荒谷氏によると、故三島氏の思想については「雑誌に一度考察原稿を寄稿しただけで、まったく同調していない」「楯の会とはまったく違う」と弊社の取材に対して答えており、「同調する」と記述した根拠についてご教示いただけますでしょうか。
(8)この記事の後段について、荒谷氏は石井氏と面識がまったくなく、取材も受けていないと話しています。過去のインタビューに記事中のような見解を披露したことがあるとはいえ、現在の荒谷氏個人の思想について踏み込んだ記述をするのは記者倫理にもとるとも考えられますが、貴団体のご見解をご教示いただけますでしょうか。
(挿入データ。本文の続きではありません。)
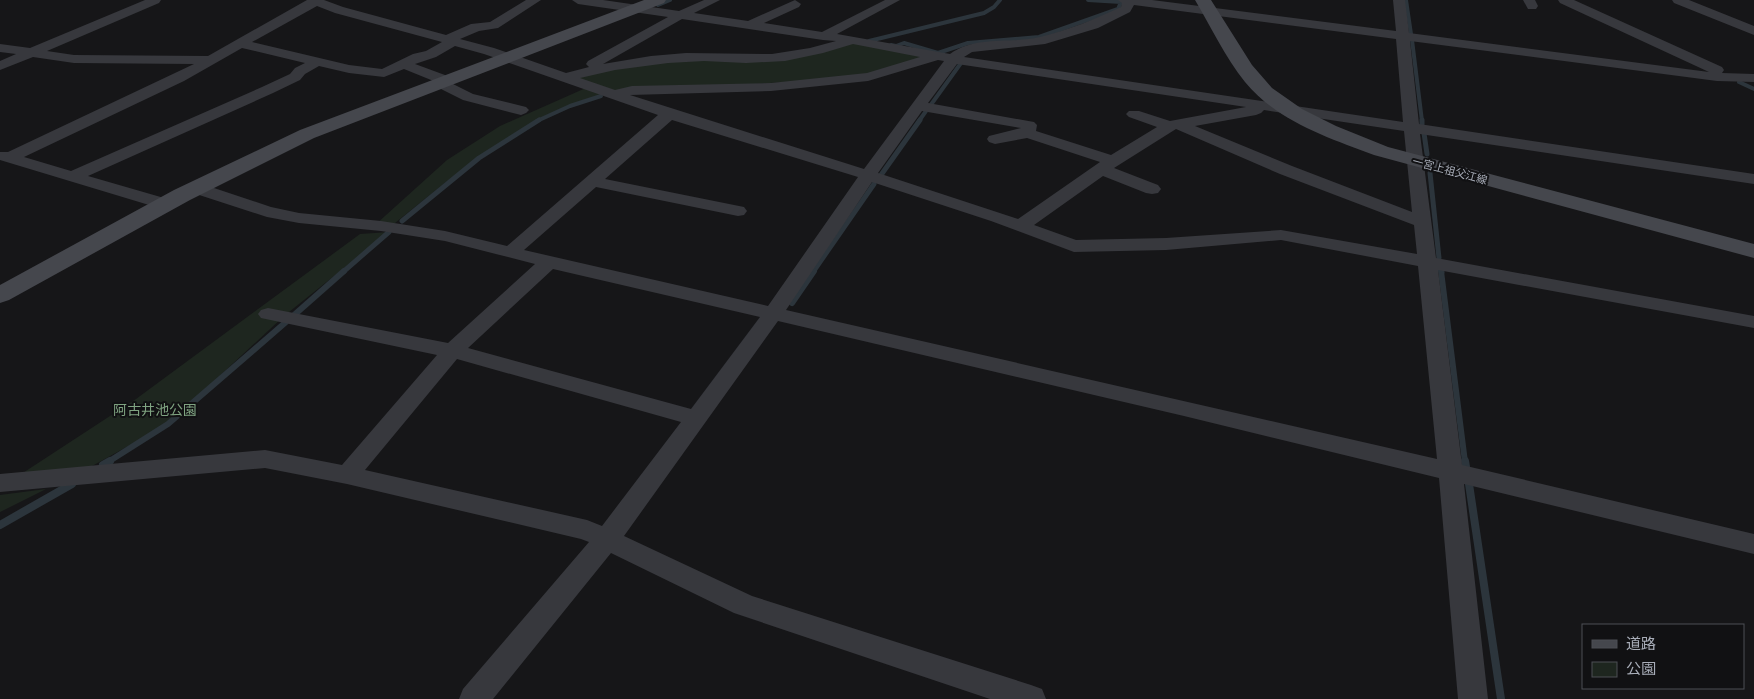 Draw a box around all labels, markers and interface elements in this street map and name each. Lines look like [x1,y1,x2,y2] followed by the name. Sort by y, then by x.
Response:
[1411,153,1489,187] street label: 一宮上祖父江線
[113,400,197,419] park label: 阿古井池公園
[1582,624,1744,689] legend
[1626,633,1656,654] text: 道路
[1626,658,1656,679] text: 公園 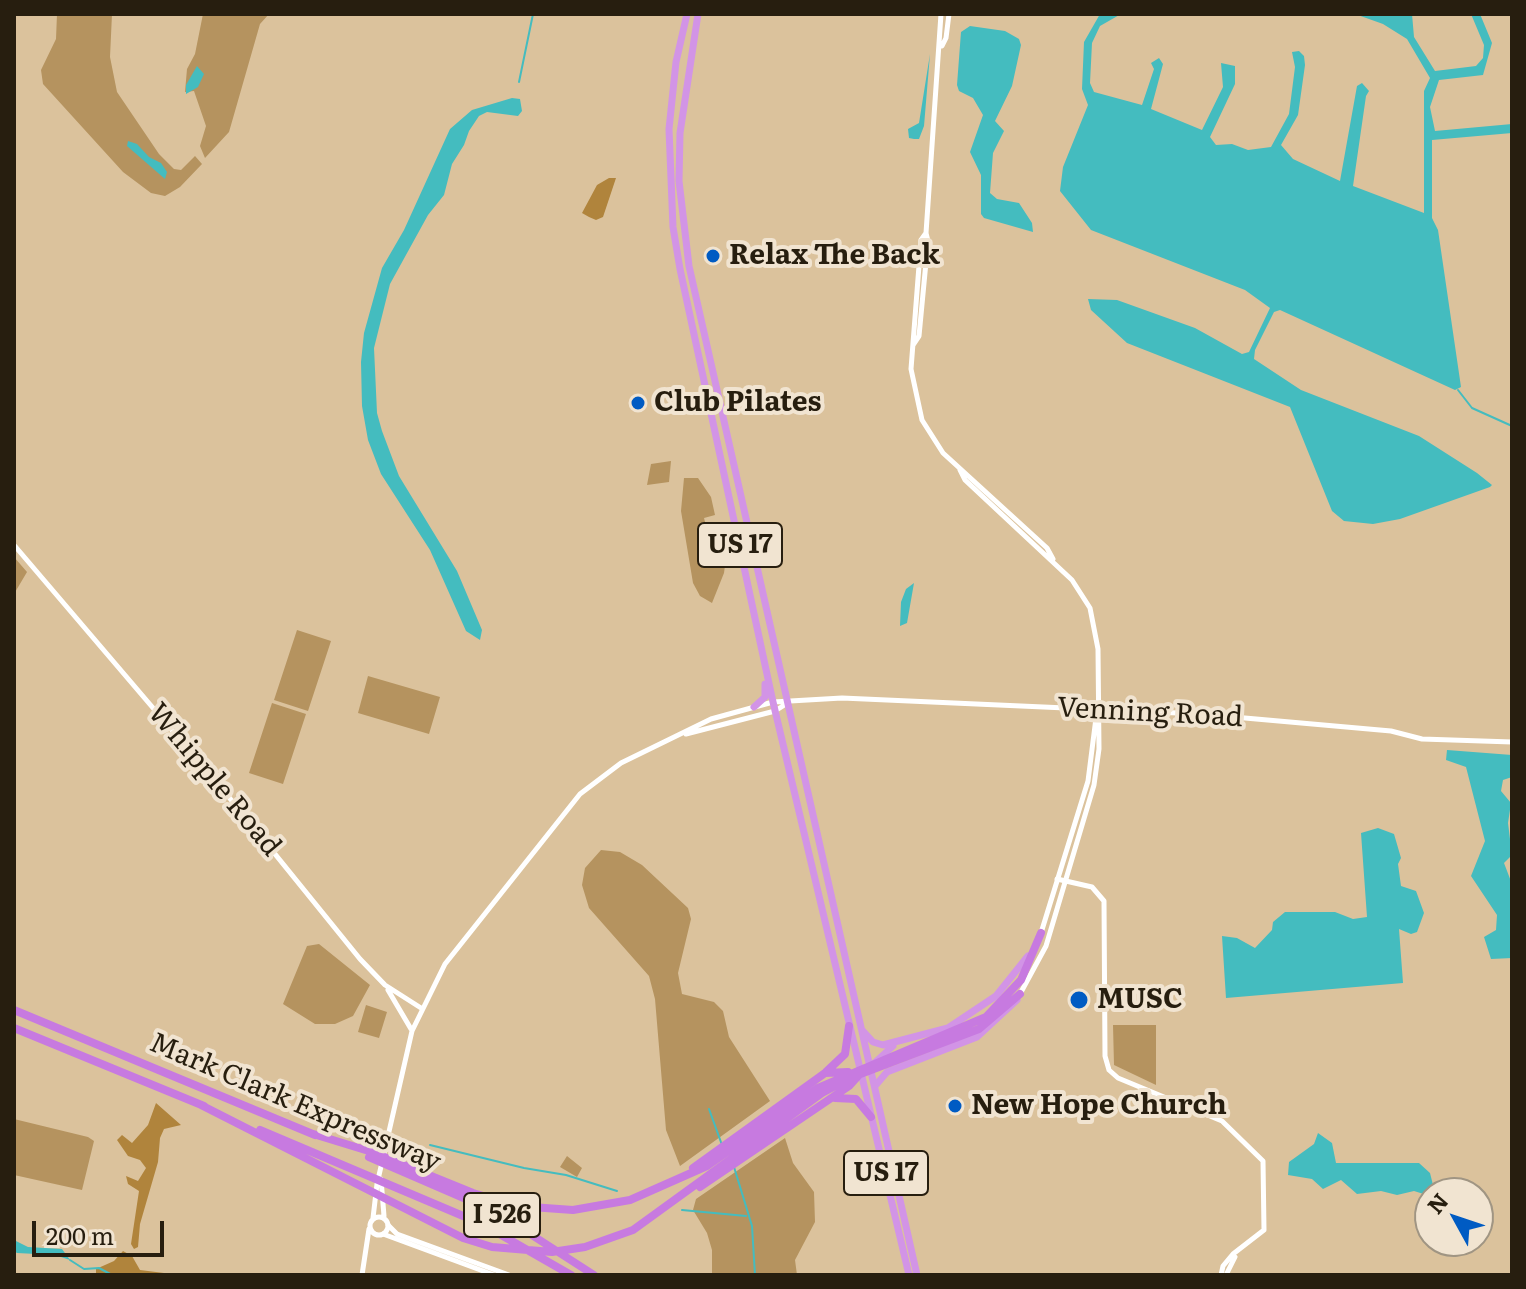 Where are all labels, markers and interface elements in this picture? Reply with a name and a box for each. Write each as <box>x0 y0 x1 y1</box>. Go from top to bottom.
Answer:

(9)「防衛省幹部の一人は『元群長にはカリスマ性があり(元群長と参加した自衛官の関係は)三島と楯の会に酷似している』と指摘する」との記述がありますが、個人の思想に踏み込む以上、本人への取材もなく、取材源の一人からの荒谷氏に対する評価をさも客観的な材料かのように扱うのは、荒谷氏に対する読者の印象を著しく損ね、一方的に名誉を毀損することになると考えられますが、貴団体のご見解をご教示いただけますでしょうか。
(10)共同通信の編集過程について
今回の記事内容は読者に「『憲法改正のためには武装蜂起も必要だ』という政治的思想を持ち、現役時代に高い実績とカリスマ性を持った自衛官OBが、現役自衛官などを募り、自衛隊法違反の可能性がある訓練行為を行っている」との印象を与えます。荒谷氏は今回まで12回におよぶ「むすびの里」での訓練について、「かつて武道館で教えていた時、生徒から自衛官としてより実戦的な訓練を受けたいとの要望があり、山間部で教えている。武器の使用はまったくなく、エアガンすら持ち込んでいない。実弾の入った銃火器を使用したり、現役自衛官が作戦内容などについて披瀝することがあれば自衛隊違反だろうが、一般人である私が山間部での戦闘訓練を実施することは自衛隊法違反にはまったくあたらない」と答えています。また、クーデターなど反社会的行動については「ネット上で公募している時点でありえない」と反論しています。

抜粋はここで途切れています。